» Work required
For each line below that includes the string "surface", show the whole line.

═════ Data to process

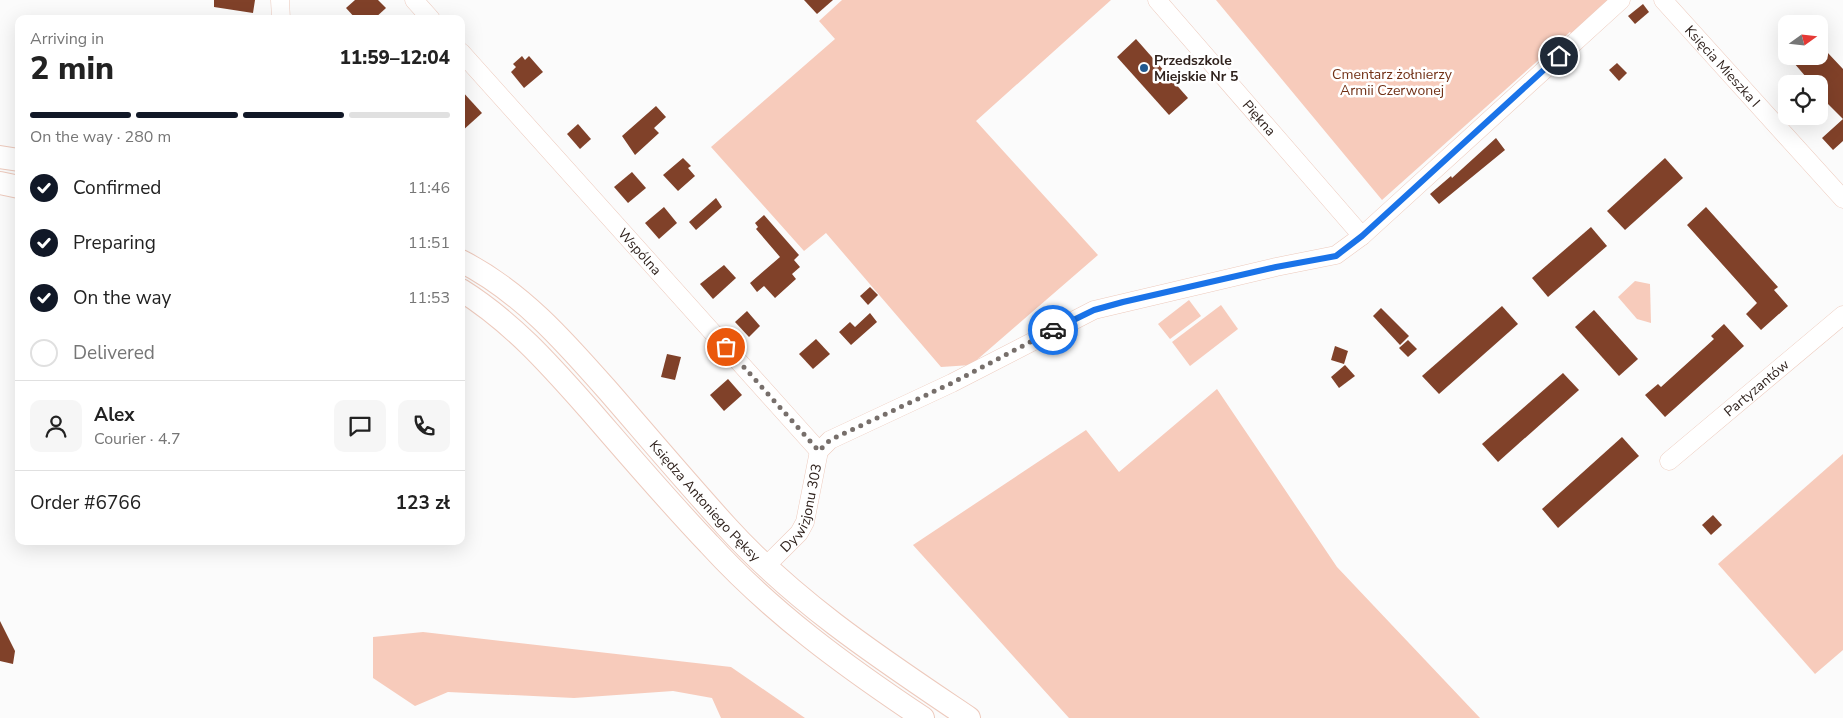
<!DOCTYPE html>
<meta charset="utf-8">
<style>
:root{--surface:#fff;--page:#f6f6f6;--text:#222;--muted:#767676;--line:#e0e0e0;--accent:#111827}
body{margin:0;font-family:"Nunito Sans",sans-serif;background:var(--page);color:var(--text);height:100vh;display:flex;flex-direction:column;font-size:19px;white-space:nowrap}
*{box-sizing:border-box;margin:0}
p{font-size:16px;color:var(--muted)}
.icon{flex:none;width:28px;height:28px;fill:none;stroke:currentColor;stroke-width:2;stroke-linecap:round;stroke-linejoin:round}
.map{position:relative;flex:1;overflow:hidden}
.panel{position:absolute;left:15px;top:15px;width:450px;height:530px;display:flex;flex-direction:column;background:var(--surface);border-radius:10px;box-shadow:0 5px 20px #0002}
.panel>*{flex:none}
.needle{width:32px;rotate:75deg}
.controls{position:absolute;left:1778px;top:15px;display:grid;gap:10px}
.controls a{display:grid;place-items:center;width:50px;height:50px;border-radius:10px;background:var(--surface);box-shadow:0 5px 20px #0002;font-size:25px}
.pin{position:absolute;display:grid;place-items:center;width:42px;height:42px;color:#fff;margin:-21px;border:2px solid #fff;border-radius:50%;box-shadow:0 1px 5px #0007}
.courier{position:absolute;display:grid;place-items:center;width:50px;height:50px;margin:-25px;border:4px solid #1a73e8;border-radius:50%;background:#fff;color:#222;box-shadow:0 1px 6px #0007}
.summary em{font-style:normal;font-weight:800}
.summary div{display:flex;flex-direction:column-reverse}
.summary{display:flex;align-items:center;justify-content:space-between;height:85px;padding:0 15px}
h1{font-size:32px;font-weight:800;line-height:38px}
.bar{display:grid;grid-template-columns:repeat(4,1fr);gap:8px 5px;align-content:center;height:60px;padding:0 15px}
.bar i{height:6px;border-radius:4px;background:var(--line)}
.bar .on{background:var(--accent)}
.bar p{grid-column:span 4}
.line{display:flex;align-items:center;gap:12px;padding:0 15px;border-top:1px solid var(--line)}
.line div{flex:1}
.round{display:grid;place-items:center;flex:none;width:52px;height:52px;border-radius:10px;background:var(--page)}
ol{padding:0 15px;list-style:none}
li{display:flex;align-items:center;gap:15px;height:55px}
li p{margin-inline-start:auto}
li .icon{padding:5px;border-radius:50%;background:var(--accent);color:#fff;stroke-width:4}
li:last-child{color:var(--muted)}
li i{width:28px;height:28px;border:2px solid var(--line);border-radius:50%}
.map>svg:first-child{display:block}
.green{fill:#f7cbbb}
.building{fill:#804129}
.lines{fill:none;stroke-linecap:round;stroke-linejoin:round}
.minor-casing{stroke:#edcabd;stroke-width:19}
.major-casing{stroke:#edcabd;stroke-width:24}
.minor{stroke:#fff;stroke-width:18}
.major{stroke:#fff;stroke-width:22}
.done{stroke:#776f6b;stroke-width:5;stroke-dasharray:0 9}
.route{stroke:#1a73e8;stroke-width:6}
.poi-dot{fill:#215990;stroke:#fff;stroke-width:2}
.labels{text-anchor:middle;dominant-baseline:central;stroke-width:5;stroke-linejoin:round;paint-order:stroke}
.poi-label{font-size:14px;font-weight:bold;fill:#30231e;stroke:#fff;text-anchor:start}
.street-label{font-size:14px;fill:#30231e;stroke:#fff}
.park-label{font-size:14px;fill:#713116;stroke:#fff}
</style>
<div class="map">
<svg width="1843" height="718" viewBox="0 0 1843 718">
<rect width="100%" height="100%" fill="#fbfbfb"/>
<!-- green -->
<g class="green">
<polygon points="842,0 1111,0 976,121 1098,255 971,365 941,367 826,233 804,251 711,147 835,39 819,21"/>
<polygon points="1216,0 1612,0 1573,36 1570,32 1382,200"/>
<polygon points="1635,281 1650,284 1651,323 1637,319 1618,297"/>
<polygon points="1189,300 1201,316 1170,339 1158,324"/>
<polygon points="1221,305 1238,329 1190,366 1172,342"/>
<polygon points="1217,389 1337,567 1480,718 1069,718 913,545 1086,430 1119,472"/>
<polygon points="1843,454 1843,650 1815,674 1718,564"/>
<polygon points="423,632 731,667 805,718 721,718 712,698 673,691 574,698 448,692 415,706 373,678 373,637"/>
</g>
<!-- building -->
<g class="building">
<polygon points="214,0 255,0 253,13 214,7"/>
<polygon points="355,0 378,0 386,8 374,19 356,19 346,8"/>
<polygon points="804,0 833,0 817,14"/>
<polygon points="1643,4 1649,12 1635,24 1628,16"/>
<polygon points="1136,39 1188,98 1169,115 1117,57"/>
<polygon points="1827,52 1843,69 1843,141 1833,150 1822,138 1843,119 1819,95 1819,84 1812,84 1788,56 1822,56"/>
<polygon points="522,56 525,60 529,56 543,72 524,88 511,72 516,67 513,64"/>
<polygon points="1617,63 1627,73 1619,81 1609,70"/>
<polygon points="461,90 482,113 461,132"/>
<polygon points="656,106 666,117 654,128 659,133 635,155 622,136"/>
<polygon points="578,124 591,139 580,149 567,134"/>
<polygon points="1496,138 1505,150 1439,204 1430,194 1451,176 1452,178"/>
<polygon points="683,158 691,166 688,168 695,176 678,191 663,175"/>
<polygon points="1665,158 1683,178 1625,230 1607,211"/>
<polygon points="632,172 646,188 628,203 614,187"/>
<polygon points="716,198 722,207 696,230 689,222"/>
<polygon points="664,207 677,223 659,239 645,223"/>
<polygon points="1706,207 1778,287 1774,290 1788,306 1761,330 1746,314 1757,303 1687,225"/>
<polygon points="764,215 799,255 794,260 800,267 792,274 796,279 775,298 764,286 757,292 750,283 780,257 756,229 758,227 755,223"/>
<polygon points="1591,227 1607,246 1548,297 1532,278"/>
<polygon points="724,265 736,278 713,299 700,284"/>
<polygon points="870,287 878,295 868,305 860,296"/>
<polygon points="1502,306 1518,324 1439,394 1422,376"/>
<polygon points="1381,308 1409,336 1400,345 1373,316"/>
<polygon points="1594,310 1638,359 1619,376 1575,327"/>
<polygon points="747,311 760,326 749,337 735,322"/>
<polygon points="870,313 877,322 851,345 839,332 850,322 855,327"/>
<polygon points="1724,324 1744,346 1665,417 1645,395 1658,384 1661,387 1714,339 1711,336"/>
<polygon points="816,339 830,354 813,369 799,354"/>
<polygon points="1408,340 1417,349 1408,357 1399,348"/>
<polygon points="1335,346 1348,351 1344,364 1331,360"/>
<polygon points="667,354 681,357 675,380 661,377"/>
<polygon points="1345,365 1355,376 1339,388 1331,377"/>
<polygon points="1563,373 1579,390 1498,462 1482,444"/>
<polygon points="728,379 742,395 724,411 710,395"/>
<polygon points="1622,437 1639,456 1558,528 1542,509"/>
<polygon points="1713,515 1722,525 1711,535 1702,525"/>
<polygon points="0,621 15,651 13,664 0,661"/>
</g>
<g class="lines">
<!-- minor casing -->
<g class="minor-casing">
<g id="minor">
<polyline points="280,0 281,19"/>
<polyline points="414,0 431,19"/>
<path id="s1" d="M 1157,0 L 1362,236"/>
<path id="s2" d="M 1663,0 L 1843,199"/>
<path id="s3" d="M 461,52 L 819,451"/>
<path id="s4" d="M 1669,461 L 1843,315"/>
<path id="s5" d="M 766,566 L 799,533 L 805,522 L 819,451 L 830,440 L 952,383 L 1094,310 L 1276,267 L 1336,255 L 1362,236 L 1621,0"/>
</g>
</g>
<!-- major casing -->
<g class="major-casing">
<g id="major">
<polyline points="0,157 19,160"/>
<polyline points="0,183 19,187"/>
<path id="s6" d="M 461,261 C 522,292 566,343 610,393 C 649,438 687,483 727,527 C 797,604 883,660 969,718"/>
<path d="M 461,290 C 512,322 549,364 588,408 C 628,454 667,500 709,544 C 772,613 845,666 923,718"/>
</g>
</g>
<!-- minor -->
<use href="#minor" class="minor"/>
<!-- major -->
<use href="#major" class="major"/>
</g>
<g class="lines">
<!-- done -->
<polyline class="done" points="726,347 819,451 830,440 952,383 1053,330"/>
<!-- route -->
<polyline class="route" points="1053,330 1094,310 1123,302 1276,267 1336,256 1362,236 1559,56"/>
</g>
<!-- markers -->
<circle class="poi-dot" cx="1144" cy="68" r="5"/>
<g class="labels">
<!-- poi labels -->
<g class="poi-label">
<text x="1154" y="60">Przedszkole<tspan x="1154" dy="16">Miejskie Nr 5</tspan></text>
</g>
<!-- street labels -->
<g class="street-label">
<text stroke="none"><textPath href="#s2" startOffset="89">Księcia Mieszka I</textPath></text>
<text stroke="none"><textPath href="#s1" startOffset="156">Piękna</textPath></text>
<text stroke="none"><textPath href="#s3" startOffset="268">Wspólna</textPath></text>
<text stroke="none"><textPath href="#s4" startOffset="114">Partyzantów</textPath></text>
<text stroke="none"><textPath href="#s6" startOffset="344">Księdza Antoniego Pęksy</textPath></text>
<text stroke="none"><textPath href="#s5" startOffset="71">Dywizjonu 303</textPath></text>
</g>
<!-- park labels -->
<g class="park-label">
<text x="1392" y="74">Cmentarz żołnierzy<tspan x="1392" dy="16">Armii Czerwonej</tspan></text>
</g>
</g>
</svg>
<div class="controls">
<a><svg class="needle" viewBox="-14 -14 28 28"><path d="M0-13l5 13h-10z" fill="#e53935"/><path d="M0 13l5-13h-10z" fill="#767676"/></svg></a>
<a><svg class="icon" aria-label="locate" viewBox="0 0 24 24"><circle cx="12" cy="12" r="6"/><path d="M12 2v4M12 18v4M2 12h4M18 12h4"/></svg></a>
</div>
<div class="pin" style="left:726px;top:347px;background:#ea580c"><svg class="icon" aria-label="bag" viewBox="0 0 24 24"><path d="M5 8h14l-1 12H6zM9 8a3 3 0 0 1 6 0"/></svg></div>
<div class="pin" style="left:1559px;top:56px;background:#1f2937"><svg class="icon" aria-label="home" viewBox="0 0 24 24"><path d="M3 11l9-7 9 7M6 9v11h12V9"/></svg></div>
<div class="courier" style="left:1053px;top:330px"><svg class="icon" aria-label="car" viewBox="0 0 24 24"><path d="M5 17H2v-5l4-1 3-4h7l3 4 3 1v5h-3M9 17h6M6 11h13"/><circle cx="7" cy="17" r="2"/><circle cx="17" cy="17" r="2"/></svg></div>
<section class="panel">
<div class="summary"><div><h1>2 min</h1><p>Arriving in</p></div><em>11:59–12:04</em></div>
<div class="bar"><i class="on"></i><i class="on"></i><i class="on"></i><i></i><p>On the way · 280 m</p></div>
<ol>
<li><svg class="icon" aria-label="check" viewBox="0 0 24 24"><path d="M5 12l5 5 9-10"/></svg>Confirmed<p>11:46</p></li>
<li><svg class="icon" aria-label="check" viewBox="0 0 24 24"><path d="M5 12l5 5 9-10"/></svg>Preparing<p>11:51</p></li>
<li><svg class="icon" aria-label="check" viewBox="0 0 24 24"><path d="M5 12l5 5 9-10"/></svg>On the way<p>11:53</p></li>
<li><i></i>Delivered</li>
</ol>
<div class="line" style="height:90px"><a class="round"><svg class="icon" aria-label="person" viewBox="0 0 24 24"><circle cx="12" cy="8" r="4"/><path d="M4 21q1-7 8-7t8 7"/></svg></a><div><b>Alex</b><p>Courier · 4.7</p></div><a class="round"><svg class="icon" aria-label="chat" viewBox="0 0 24 24"><path d="M4 5h16v11H9l-5 4z"/></svg></a><a class="round"><svg class="icon" aria-label="phone" viewBox="0 0 24 24"><path d="M5 4h4l2 5-3 2q2 4 5 5l2-3 5 2v4C11 20 4 13 5 4z"/></svg></a></div>
<div class="line" style="height:65px"><div>Order #6766</div><b>123 zł</b></div>
</section>
</div>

══════════

» Result of this task
:root{--surface:#fff;--page:#f6f6f6;--text:#222;--muted:#767676;--line:#e0e0e0;--accent:#111827}
.panel{position:absolute;left:15px;top:15px;width:450px;height:530px;display:flex;flex-direction:column;background:var(--surface);border-radius:10px;box-shadow:0 5px 20px #0002}
.controls a{display:grid;place-items:center;width:50px;height:50px;border-radius:10px;background:var(--surface);box-shadow:0 5px 20px #0002;font-size:25px}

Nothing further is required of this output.